O presidente Maduro usou como prestexto uma suposta otite: “Por recomendação médica, em decorrência de uma otite média que tenho, fui obrigado a suspender minha agenda pública”, tuitou Maduro.
O governo brasileiro já havia deixado de fora da Cúpula a participação dos EUA, como uma forma de evitar confronto.
A expectativa é de que o país vizinho seja representado pela vice-presidente Delcy Rodríguez e pelo ministro das Relações Exteriores, Yván Gil, que já se encontra em solo brasileiro.
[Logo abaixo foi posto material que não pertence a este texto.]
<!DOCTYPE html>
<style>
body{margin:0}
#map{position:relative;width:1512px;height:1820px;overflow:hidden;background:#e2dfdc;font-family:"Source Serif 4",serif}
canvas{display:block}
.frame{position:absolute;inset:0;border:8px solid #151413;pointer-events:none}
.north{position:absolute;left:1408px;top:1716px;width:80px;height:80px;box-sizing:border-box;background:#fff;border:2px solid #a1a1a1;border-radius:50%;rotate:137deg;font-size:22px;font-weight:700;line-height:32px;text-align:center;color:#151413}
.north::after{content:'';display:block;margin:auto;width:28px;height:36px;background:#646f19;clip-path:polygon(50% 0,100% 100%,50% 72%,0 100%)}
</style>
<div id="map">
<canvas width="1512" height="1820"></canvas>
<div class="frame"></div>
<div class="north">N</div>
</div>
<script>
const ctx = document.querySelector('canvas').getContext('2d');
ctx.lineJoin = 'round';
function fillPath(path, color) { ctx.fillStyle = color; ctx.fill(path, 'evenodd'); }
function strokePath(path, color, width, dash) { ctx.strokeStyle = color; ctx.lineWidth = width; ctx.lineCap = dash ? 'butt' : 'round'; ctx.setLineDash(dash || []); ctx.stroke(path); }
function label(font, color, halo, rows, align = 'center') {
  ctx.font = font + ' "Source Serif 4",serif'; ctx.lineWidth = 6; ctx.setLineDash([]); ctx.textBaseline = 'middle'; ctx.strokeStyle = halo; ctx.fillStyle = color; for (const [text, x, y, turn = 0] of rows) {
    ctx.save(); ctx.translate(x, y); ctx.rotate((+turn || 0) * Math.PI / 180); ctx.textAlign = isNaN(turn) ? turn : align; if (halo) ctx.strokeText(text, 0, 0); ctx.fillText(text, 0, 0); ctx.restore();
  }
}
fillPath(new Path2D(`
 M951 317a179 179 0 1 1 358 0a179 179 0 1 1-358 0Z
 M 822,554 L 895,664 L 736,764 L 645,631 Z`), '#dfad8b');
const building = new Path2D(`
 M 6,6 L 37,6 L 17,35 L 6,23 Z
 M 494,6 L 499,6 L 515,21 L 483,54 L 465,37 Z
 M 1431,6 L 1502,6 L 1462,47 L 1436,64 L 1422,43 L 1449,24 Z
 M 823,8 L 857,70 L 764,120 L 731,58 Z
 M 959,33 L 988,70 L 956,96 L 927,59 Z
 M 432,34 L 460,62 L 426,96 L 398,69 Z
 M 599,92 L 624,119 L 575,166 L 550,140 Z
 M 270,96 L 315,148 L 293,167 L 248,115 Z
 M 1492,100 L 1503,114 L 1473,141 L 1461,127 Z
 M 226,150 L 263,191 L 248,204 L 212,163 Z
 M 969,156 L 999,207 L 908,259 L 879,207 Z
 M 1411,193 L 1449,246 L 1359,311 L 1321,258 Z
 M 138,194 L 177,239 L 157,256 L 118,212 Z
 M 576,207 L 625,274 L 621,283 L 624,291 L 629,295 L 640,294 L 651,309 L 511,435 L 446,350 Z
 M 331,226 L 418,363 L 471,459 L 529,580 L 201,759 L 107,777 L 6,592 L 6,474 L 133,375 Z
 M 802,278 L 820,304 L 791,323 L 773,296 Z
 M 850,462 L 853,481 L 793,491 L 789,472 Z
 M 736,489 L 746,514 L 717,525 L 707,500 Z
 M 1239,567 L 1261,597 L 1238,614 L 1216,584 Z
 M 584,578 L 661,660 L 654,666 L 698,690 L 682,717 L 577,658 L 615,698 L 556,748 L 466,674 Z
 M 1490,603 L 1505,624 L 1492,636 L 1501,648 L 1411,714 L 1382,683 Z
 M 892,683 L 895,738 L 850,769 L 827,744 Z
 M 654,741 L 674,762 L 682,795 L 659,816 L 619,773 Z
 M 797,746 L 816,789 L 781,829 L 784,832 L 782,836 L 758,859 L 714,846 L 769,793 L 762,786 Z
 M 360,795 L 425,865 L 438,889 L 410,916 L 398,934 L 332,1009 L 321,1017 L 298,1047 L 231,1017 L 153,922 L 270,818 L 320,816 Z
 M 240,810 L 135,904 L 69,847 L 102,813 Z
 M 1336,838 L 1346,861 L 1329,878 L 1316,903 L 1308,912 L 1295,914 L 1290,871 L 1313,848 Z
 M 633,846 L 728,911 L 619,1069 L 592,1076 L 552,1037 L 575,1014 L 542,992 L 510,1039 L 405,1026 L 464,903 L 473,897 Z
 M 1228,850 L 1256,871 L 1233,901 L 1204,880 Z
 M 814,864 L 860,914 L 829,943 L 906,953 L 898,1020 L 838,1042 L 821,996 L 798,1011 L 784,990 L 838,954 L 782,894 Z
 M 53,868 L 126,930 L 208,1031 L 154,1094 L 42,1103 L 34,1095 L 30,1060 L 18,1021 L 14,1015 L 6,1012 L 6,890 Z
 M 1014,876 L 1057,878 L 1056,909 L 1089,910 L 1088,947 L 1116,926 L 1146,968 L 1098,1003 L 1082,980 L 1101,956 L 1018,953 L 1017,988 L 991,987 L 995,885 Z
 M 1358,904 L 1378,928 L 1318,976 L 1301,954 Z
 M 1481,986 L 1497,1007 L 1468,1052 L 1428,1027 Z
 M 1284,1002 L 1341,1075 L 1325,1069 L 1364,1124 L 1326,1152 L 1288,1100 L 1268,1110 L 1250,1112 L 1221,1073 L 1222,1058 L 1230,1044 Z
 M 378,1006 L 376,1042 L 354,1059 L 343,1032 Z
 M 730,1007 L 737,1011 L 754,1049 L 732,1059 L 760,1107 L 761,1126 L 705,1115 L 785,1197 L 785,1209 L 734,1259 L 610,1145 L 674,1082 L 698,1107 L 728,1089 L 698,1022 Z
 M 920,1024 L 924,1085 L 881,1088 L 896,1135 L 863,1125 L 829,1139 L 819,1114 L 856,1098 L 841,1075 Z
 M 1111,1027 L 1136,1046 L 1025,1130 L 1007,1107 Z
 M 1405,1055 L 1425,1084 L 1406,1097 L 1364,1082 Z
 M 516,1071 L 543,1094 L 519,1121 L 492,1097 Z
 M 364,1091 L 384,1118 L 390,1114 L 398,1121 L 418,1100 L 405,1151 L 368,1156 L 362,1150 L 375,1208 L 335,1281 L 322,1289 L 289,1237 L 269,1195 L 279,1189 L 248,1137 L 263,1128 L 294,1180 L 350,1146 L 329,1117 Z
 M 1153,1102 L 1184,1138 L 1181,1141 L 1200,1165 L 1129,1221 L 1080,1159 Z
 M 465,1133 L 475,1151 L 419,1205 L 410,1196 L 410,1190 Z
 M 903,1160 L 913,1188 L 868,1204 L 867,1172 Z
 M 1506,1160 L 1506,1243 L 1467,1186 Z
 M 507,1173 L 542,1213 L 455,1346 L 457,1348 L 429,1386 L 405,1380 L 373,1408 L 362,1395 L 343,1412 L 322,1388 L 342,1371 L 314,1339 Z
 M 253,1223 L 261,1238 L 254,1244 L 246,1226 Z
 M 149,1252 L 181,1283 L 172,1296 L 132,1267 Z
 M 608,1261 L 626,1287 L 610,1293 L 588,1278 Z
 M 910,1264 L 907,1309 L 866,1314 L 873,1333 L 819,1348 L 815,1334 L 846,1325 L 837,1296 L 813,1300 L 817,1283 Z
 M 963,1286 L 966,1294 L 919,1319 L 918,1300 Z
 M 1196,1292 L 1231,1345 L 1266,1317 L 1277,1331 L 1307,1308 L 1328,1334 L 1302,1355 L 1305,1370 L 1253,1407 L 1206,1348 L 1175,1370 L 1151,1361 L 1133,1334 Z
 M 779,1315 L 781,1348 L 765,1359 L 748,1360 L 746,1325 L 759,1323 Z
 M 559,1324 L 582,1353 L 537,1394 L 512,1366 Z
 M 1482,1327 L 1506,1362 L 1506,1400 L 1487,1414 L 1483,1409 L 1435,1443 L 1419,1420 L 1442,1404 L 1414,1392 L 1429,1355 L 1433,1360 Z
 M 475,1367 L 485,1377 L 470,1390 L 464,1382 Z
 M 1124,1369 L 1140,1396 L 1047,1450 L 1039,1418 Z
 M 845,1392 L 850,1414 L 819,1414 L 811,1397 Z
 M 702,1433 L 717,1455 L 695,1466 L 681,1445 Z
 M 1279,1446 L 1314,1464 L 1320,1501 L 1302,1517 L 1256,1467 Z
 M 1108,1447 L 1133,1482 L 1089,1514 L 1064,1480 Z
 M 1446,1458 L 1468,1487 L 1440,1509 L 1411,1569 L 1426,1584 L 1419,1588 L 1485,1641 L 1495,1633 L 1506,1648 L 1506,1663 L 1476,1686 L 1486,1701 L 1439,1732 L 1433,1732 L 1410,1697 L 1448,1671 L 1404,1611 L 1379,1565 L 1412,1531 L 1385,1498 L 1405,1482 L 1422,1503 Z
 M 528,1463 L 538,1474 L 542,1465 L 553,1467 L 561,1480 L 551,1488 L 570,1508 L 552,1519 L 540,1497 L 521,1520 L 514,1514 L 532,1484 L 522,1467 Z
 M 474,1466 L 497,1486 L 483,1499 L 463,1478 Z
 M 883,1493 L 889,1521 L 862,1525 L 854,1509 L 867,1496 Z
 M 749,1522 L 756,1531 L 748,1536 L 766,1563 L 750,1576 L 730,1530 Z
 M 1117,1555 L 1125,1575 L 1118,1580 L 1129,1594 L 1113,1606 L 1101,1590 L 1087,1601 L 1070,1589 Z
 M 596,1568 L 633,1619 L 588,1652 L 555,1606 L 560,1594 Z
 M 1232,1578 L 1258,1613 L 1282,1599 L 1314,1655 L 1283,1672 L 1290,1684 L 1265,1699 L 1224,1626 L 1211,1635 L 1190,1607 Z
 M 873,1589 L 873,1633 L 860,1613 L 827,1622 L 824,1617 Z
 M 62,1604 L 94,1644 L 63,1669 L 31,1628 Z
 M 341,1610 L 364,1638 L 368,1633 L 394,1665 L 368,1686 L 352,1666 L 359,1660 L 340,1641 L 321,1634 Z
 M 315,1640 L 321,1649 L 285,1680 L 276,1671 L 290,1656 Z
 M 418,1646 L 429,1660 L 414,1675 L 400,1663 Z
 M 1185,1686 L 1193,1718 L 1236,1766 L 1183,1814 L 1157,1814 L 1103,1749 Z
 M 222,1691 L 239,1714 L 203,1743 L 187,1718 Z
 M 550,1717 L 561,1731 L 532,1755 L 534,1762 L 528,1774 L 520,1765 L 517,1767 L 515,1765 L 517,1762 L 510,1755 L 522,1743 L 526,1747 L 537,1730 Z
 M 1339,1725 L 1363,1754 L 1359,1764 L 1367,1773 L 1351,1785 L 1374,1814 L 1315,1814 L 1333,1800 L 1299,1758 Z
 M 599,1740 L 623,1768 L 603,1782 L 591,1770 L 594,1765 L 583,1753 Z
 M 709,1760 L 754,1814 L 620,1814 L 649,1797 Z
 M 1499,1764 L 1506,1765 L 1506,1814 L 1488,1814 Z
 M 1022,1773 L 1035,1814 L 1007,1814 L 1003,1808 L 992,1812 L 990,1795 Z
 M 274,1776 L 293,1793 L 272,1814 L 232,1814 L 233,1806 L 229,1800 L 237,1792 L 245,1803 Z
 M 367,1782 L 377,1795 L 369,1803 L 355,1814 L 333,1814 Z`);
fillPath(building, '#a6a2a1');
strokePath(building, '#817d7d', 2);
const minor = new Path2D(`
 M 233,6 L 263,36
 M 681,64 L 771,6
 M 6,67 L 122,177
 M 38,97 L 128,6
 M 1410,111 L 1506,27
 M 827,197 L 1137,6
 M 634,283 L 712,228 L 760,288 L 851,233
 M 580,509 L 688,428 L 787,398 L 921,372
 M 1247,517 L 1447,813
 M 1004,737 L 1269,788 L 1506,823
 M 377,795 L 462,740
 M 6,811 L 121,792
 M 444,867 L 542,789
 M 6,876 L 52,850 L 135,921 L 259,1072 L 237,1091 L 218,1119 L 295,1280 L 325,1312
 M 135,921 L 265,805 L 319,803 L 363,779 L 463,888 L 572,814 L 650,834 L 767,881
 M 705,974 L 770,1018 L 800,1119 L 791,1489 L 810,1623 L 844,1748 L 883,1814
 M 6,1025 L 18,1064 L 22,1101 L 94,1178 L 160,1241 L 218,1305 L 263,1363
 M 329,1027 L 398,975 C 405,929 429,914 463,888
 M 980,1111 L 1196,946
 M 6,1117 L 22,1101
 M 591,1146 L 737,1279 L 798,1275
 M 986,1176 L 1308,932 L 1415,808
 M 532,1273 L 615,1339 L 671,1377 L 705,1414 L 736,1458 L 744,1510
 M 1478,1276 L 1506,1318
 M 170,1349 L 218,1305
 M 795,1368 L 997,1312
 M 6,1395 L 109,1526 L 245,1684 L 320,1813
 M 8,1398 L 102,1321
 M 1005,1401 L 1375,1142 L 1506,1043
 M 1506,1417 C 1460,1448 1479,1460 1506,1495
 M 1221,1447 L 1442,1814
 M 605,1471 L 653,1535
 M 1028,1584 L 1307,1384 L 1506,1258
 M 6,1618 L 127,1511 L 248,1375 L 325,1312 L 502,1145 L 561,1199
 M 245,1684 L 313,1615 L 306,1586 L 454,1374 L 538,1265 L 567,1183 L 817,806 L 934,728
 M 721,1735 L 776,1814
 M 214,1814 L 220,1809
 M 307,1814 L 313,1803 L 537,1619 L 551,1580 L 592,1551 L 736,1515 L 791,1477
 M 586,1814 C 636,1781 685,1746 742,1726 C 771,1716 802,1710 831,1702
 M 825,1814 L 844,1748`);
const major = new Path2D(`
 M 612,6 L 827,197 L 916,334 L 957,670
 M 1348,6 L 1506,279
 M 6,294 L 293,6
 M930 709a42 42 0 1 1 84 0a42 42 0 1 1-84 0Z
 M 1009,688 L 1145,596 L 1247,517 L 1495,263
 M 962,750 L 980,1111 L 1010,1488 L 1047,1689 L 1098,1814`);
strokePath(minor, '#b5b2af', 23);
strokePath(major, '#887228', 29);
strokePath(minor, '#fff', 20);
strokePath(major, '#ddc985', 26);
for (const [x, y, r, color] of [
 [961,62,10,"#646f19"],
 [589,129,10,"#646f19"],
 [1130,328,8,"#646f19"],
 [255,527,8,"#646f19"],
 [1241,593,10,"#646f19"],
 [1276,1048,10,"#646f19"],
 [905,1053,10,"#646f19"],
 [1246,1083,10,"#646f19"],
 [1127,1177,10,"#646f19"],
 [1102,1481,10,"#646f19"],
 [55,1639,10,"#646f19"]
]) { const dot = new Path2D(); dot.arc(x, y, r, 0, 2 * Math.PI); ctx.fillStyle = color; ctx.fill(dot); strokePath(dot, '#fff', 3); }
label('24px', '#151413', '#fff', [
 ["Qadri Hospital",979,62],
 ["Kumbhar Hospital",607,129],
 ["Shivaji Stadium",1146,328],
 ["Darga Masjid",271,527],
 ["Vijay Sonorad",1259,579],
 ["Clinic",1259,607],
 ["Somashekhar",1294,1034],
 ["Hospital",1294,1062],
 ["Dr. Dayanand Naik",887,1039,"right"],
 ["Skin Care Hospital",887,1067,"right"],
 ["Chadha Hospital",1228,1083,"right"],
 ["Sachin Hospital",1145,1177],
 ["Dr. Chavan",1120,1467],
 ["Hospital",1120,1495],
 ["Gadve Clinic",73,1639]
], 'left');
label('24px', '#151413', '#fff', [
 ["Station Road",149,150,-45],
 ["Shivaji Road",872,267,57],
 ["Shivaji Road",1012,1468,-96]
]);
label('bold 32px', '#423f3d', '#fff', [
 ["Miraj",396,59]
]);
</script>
A cúpula reúne os países signatários da Organização do Tratado de Cooperação Amazônica (OTCA), entidade intergovernamental formada pelos oito países amazônicos. O grupo foi instituído a partir da assinatura do Tratado de Cooperação Amazônica, em 1978.
Com o cancelamento da viagem de Maduro, três países optaram por enviar representantes, em vez de chefes de Estado. Por questões internas, Suriname e Equador já haviam feito o mesmo.
Além do presidente Luiz Inácio Lula da Silva, participarão da Cúpula da Amazônia os presidentes da Bolívia, Luis Arce; da Colômbia, Gustavo Petro; da Guiana, o primeiro-ministro Mark Anthony Phillips; e do Peru, Dina Boluarte.